::: Supplied material

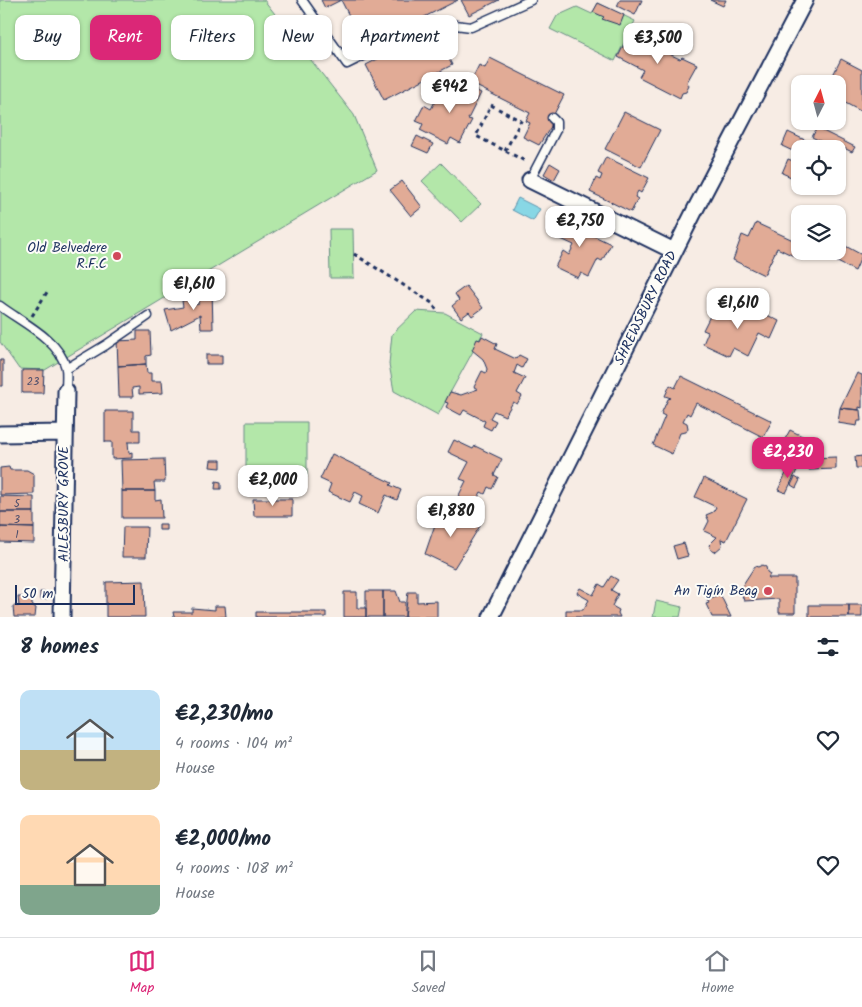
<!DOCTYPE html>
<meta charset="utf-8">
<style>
:root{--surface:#fff;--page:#f6f6f7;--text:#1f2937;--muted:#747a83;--line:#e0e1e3;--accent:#db2777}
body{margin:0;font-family:Kalam,sans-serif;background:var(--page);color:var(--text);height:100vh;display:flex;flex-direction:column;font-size:19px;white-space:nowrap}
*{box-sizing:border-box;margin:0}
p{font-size:16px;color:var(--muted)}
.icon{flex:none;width:28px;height:28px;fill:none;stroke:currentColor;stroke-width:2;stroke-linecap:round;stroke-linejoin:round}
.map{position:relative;height:617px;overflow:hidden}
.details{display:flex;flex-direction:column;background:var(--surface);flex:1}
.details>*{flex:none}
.banner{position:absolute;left:15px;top:15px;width:500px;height:45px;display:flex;gap:10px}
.needle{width:32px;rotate:6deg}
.fabs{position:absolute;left:791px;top:75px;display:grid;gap:10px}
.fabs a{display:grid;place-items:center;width:55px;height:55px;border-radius:10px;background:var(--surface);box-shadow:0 1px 4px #0004;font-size:25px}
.scale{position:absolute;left:15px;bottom:12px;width:120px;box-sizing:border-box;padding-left:5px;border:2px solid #1b2f5e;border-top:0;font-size:14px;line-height:18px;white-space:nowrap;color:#1b2f5e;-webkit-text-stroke:4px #fdfcf7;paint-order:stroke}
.price{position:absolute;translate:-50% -42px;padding:0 11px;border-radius:10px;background:#fff;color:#222;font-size:16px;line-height:32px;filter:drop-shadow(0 1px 2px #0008)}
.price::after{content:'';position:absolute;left:50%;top:30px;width:15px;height:11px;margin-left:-8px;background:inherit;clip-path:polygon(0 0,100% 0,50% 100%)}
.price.active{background:var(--accent);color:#fff}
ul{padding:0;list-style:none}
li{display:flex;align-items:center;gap:15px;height:125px;padding:0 20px}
li span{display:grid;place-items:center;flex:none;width:140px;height:100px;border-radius:10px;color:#555}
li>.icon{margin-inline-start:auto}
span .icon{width:60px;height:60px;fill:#fffc;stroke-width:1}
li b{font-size:21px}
h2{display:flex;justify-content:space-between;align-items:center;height:60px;padding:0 20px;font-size:21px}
.tag{padding:0 18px;border-radius:10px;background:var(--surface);box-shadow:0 1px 4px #0004;font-size:18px;line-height:45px}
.tag.active{background:var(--accent);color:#fff}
.dock{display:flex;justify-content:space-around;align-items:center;height:70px;border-top:1px solid var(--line);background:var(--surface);font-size:14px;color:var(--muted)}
.dock a{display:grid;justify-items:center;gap:2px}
.dock .active{color:var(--accent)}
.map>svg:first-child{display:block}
.green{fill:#b3e7a9;stroke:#678b84}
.water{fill:#88d7e5;stroke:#5c94af}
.building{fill:#e1ab96;stroke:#1b2f5e}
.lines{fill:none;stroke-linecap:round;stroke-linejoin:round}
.service-casing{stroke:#1b2f5e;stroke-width:11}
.minor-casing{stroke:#1b2f5e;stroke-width:19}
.path{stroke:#1b2f5e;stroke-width:3;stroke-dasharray:4 4;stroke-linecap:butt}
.service{stroke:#fdfcf7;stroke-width:8}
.minor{stroke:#fdfcf7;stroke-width:15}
.poi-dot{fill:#d1495b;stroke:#fdfcf7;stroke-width:2}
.labels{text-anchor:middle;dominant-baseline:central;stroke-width:4;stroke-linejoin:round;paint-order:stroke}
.number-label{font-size:11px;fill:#4c4e6c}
.poi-label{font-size:14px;fill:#1b2f5e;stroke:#fdfcf7;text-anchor:end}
.street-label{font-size:14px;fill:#1b2f5e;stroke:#fdfcf7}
</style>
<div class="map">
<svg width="862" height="617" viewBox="0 0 862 617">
<rect width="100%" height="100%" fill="#f7ece4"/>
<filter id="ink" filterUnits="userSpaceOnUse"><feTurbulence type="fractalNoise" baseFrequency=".02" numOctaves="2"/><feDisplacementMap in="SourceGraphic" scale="10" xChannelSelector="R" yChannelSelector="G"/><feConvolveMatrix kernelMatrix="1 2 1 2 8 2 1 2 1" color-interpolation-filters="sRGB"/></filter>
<g filter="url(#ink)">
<path class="green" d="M0,0h264l90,115 23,55 -332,200 -26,-1 -19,-27z
M598,3l37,18 -20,40 -65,-32 7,-13 20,-9 15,7z
M441,163l40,41 -19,18 -40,-41z
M329,229h24l1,49h-24z
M416,311l29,2 38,20 -45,82 -44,-24 -5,-27 3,-30z
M246,422h61v56h-61z
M656,601l26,6 -2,10h-27z"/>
<path class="water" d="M518,198l22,11 -7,12 -21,-11z"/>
<path class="building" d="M321,0h20l-16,8z
M341,0h117l-93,47z
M461,0h38l-30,15z
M620,0h22l-7,15 -18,-9z
M710,0h16l-3,6z
M598,3l26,12 -4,10 -18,-6 2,-2 -11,-5z
M434,30l18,35 -68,35 -18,-35z
M630,32l40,19 -1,3 11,5 2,-2 15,7 -10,18 2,4 -3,6 -4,1 -2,5 -41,-21 4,-7 -25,-13z
M490,58l74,37 -13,25 3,2 -15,23 -16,-8 7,-14 -4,-2 4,-8 -60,-30 9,-18 6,3z
M841,59l21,11v42l-24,-13v-7l5,-9 -11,-6z
M456,80l25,13 -13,26 4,1 -12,23 -9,-5 -3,6 -28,-14 3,-6 -7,-3 8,-16 7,4 9,-17 7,4z
M624,112l36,18 -19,37 -36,-18z
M817,128l38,19 -3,5 -12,-6 -2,4 -26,-13z
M788,132l36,17h-24v32l-18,-8 6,-14 5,2 4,-8 -15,-7z
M417,136l16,8 -5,9 -16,-7z
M606,157l43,21 -8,15 -3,-2 -3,6 3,2 -7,13 -41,-20 6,-14 4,2 2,-5 -4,-2z
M550,163l10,6 -6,11 -10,-6z
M402,181l20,26 -11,9 -21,-26z
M560,213l34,17 -2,5 19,9 -9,17 -4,-2 -9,18 -8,-4 -3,5 -23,-11 8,-16 6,4 5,-10 -13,-6 6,-11 -12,-6z
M756,223l37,17 1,-3 6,3v11h7l-5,9 -25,-12 -13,27 -31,-15 9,-25 7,3z
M838,242l24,13 -7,16 -39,-20h22z
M466,286l17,22 -11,8 -3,-4 -8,6 -9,-12 7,-6 -4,-6z
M199,288h13l1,41h-12l-1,-14 -29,15 -6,-20 18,-3 -1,-6 4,-1 6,1v4l7,-1z
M745,304l34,17 -8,18 -12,-6 -11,23 -15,-8 -4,8 -26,-12 5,-12 -5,-2 11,-22 23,11z
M137,331h13l1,24 -5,1v8l-28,2 -1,-25 20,-1z
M482,336l15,8 -2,5 21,10 3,-4 8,4 -5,9 -5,-3 -3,8 11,5 -8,15 5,3 -5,8 -4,-2 -8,14 -11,-5 -4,7 6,3 -5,9 -8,-4 2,-5 -21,-11 -3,5 -15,-8 2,-4 -3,-1 5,-10 11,3 17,-6 -4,-2 8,-16 4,2 1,-4 -4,-10 -11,-9 5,-11 3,1z
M206,355h16v9h-16z
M0,360h3v26h-3z
M146,364l1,9h4v8h11l1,12 -24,1v-7l-7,1 1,9h-14l-1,-31z
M22,370h22l-1,23h-21z
M857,373l5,2v33l-3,-1v3l-19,-2z
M681,376l91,45 -9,16 -67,-34 -6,12 -3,-2 -4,8 4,2 1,5 -2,4 -6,1 -8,21 -19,-9 12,-29 -4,-2 7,-15 3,-1 -6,-2 5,-11 5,3z
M840,408l20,2 1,11h-3l-1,5 -19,-3z
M105,411h28v19h7v12h-12l1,11 3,-1v6l-20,1v-17h-7z
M790,430l16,8 -4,9 -17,-8z
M454,440l19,9 2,-3 27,13 -8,16 4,2 -6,12 -4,-2 -3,7 -4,-2 -11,21 -16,-8 12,-24 -6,-2 9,-17 -21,-10z
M332,454l60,29 -2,2 11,5 -4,10 -11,-5 -8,18 -19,-9 4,-8 -8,-4 -5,10 -22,-10 3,-8 -11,-5z
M862,456v12h-6l-1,-11z
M836,457v12l-27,1v-12z
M164,459l1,23h-11l1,9h-33l-1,-31z
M211,460h10v8l-11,-1z
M790,465l8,3 -12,25 -8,-3z
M9,467l1,3h17l7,4v20l-34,1v-27z
M795,477l5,3 -4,8 -5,-3z
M704,478l43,21 -21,42 -5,-2 1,7 -7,6 -4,-2 -2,-5 8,-8 -13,-6 5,-10 -3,-6 7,-3 3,-5 -21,-10z
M216,481l5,1v7h-6z
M122,491h33v9l6,-1 1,19h-40z
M0,496l34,1v15h-34z
M253,499h39v17h-38z
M441,507l39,19 -26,42 -29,-14z
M0,512h34v16l-34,-1z
M159,524h7v6h-7z
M0,527l34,1v15l-34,-1z
M123,527h24l-1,30h-24z
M684,543l4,13 -11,3 -4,-13z
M762,565l4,2 1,5 3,2 -2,4h27v35h-16v-14l-35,2 -4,-12 15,-23 3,1z
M611,576l7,4 -7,10 7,4 -6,12 7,4 -1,3 2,4h-54v-7h17l6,-10 -12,-7 3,-5 13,7 6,-11 5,3z
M144,581l1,36h-39v-35z
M366,591h17v26h-17z
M383,591h13l4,11h5v15h-22z
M40,592h7v7h-7z
M344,592h13v16h9v9h-22z
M408,592h9v10l20,-1v16h-32z
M720,594l11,23h-19l-6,-13 3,-1 -2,-3z
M18,597h14v8l4,3 -1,9h-21l-1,-11h6z
M809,605h40v12h-40z
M849,605h13v12h-13z
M215,606h10l1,11h-52l-1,-5h19v-4l23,2z
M256,612h70v5h-70z"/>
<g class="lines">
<g class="service-casing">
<path id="service" d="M302,0l45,64 85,-42 39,5 60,-27
M530,180l26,-50v-8l-4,-4
M0,306c21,16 59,33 66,62 1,7 0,16 0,23
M66,369l40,-24 42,-29"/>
</g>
<g class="minor-casing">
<path id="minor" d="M530,180l144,71
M0,434l64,-1
M62,617l4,-226
M491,617l205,-409 109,-208"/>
</g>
<path class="path" d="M505,151l16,-30 -30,-16 -15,31 51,26
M354,254l78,49 6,9
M32,316l17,-27"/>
<use href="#service" class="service"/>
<use href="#minor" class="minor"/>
</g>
</g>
<g class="poi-dot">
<circle cx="117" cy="256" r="5"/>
<circle cx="768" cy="591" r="5"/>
</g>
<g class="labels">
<g class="number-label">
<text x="33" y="382">23</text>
<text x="17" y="504">5</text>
<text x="17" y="520">3</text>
<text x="17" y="535">1</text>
</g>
<g class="poi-label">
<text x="107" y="248">Old Belvedere<tspan x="107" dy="16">R.F.C</tspan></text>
<text x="758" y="591">An Tigín Beag</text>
</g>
<g class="street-label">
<text transform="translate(646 308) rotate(-64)">SHREWSBURY ROAD</text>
<text transform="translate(64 504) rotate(-90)">AILESBURY GROVE</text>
</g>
</g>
</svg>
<div class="fabs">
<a><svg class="needle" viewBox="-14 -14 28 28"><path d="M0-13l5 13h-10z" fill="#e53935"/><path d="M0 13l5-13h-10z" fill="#747a83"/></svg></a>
<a><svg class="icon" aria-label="locate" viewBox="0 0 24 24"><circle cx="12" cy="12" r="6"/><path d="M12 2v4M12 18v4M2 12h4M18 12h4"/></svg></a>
<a><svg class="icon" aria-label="layers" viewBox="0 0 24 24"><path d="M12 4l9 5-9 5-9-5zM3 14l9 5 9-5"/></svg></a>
</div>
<div class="scale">50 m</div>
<b class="price" style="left:658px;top:65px">€3,500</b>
<b class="price" style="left:450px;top:114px">€942</b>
<b class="price" style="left:580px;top:248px">€2,750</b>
<b class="price" style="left:194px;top:311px">€1,610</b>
<b class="price" style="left:738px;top:330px">€1,610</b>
<b class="price active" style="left:788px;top:479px">€2,230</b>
<b class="price" style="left:273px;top:507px">€2,000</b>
<b class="price" style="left:451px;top:538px">€1,880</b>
<div class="banner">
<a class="tag">Buy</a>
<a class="tag active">Rent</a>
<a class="tag">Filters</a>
<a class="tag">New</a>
<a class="tag">Apartment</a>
</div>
</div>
<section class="details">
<h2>8 homes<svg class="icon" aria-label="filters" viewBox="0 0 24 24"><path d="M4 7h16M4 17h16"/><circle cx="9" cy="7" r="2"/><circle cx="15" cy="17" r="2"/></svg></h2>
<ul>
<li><span style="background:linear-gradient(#bfe0f5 60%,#c2b280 0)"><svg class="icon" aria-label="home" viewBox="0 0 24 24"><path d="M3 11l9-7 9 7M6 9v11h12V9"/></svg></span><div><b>€2,230/mo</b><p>4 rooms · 104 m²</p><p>House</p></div><svg class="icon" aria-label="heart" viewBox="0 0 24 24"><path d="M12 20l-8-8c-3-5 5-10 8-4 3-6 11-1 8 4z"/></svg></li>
<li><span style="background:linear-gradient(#ffd9b3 70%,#7fa58c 0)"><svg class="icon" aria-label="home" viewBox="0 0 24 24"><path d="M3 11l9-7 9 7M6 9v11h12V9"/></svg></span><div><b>€2,000/mo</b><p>4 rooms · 108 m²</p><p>House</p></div><svg class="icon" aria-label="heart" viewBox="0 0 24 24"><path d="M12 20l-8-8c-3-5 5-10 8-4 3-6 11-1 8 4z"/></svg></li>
</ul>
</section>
<nav class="dock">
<a class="active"><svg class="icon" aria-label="map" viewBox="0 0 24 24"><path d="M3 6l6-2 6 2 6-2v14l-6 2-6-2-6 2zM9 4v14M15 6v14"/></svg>Map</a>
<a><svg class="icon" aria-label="saved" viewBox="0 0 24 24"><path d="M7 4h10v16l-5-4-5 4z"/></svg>Saved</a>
<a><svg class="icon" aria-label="home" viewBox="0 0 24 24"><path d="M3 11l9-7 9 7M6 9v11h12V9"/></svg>Home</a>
</nav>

::::::

> **Task prompt**
Only lines containing the string "scale" belong in the answer; find them in the data above and copy them.

> **Answer to the exercise**
.scale{position:absolute;left:15px;bottom:12px;width:120px;box-sizing:border-box;padding-left:5px;border:2px solid #1b2f5e;border-top:0;font-size:14px;line-height:18px;white-space:nowrap;color:#1b2f5e;-webkit-text-stroke:4px #fdfcf7;paint-order:stroke}
<filter id="ink" filterUnits="userSpaceOnUse"><feTurbulence type="fractalNoise" baseFrequency=".02" numOctaves="2"/><feDisplacementMap in="SourceGraphic" scale="10" xChannelSelector="R" yChannelSelector="G"/><feConvolveMatrix kernelMatrix="1 2 1 2 8 2 1 2 1" color-interpolation-filters="sRGB"/></filter>
<div class="scale">50 m</div>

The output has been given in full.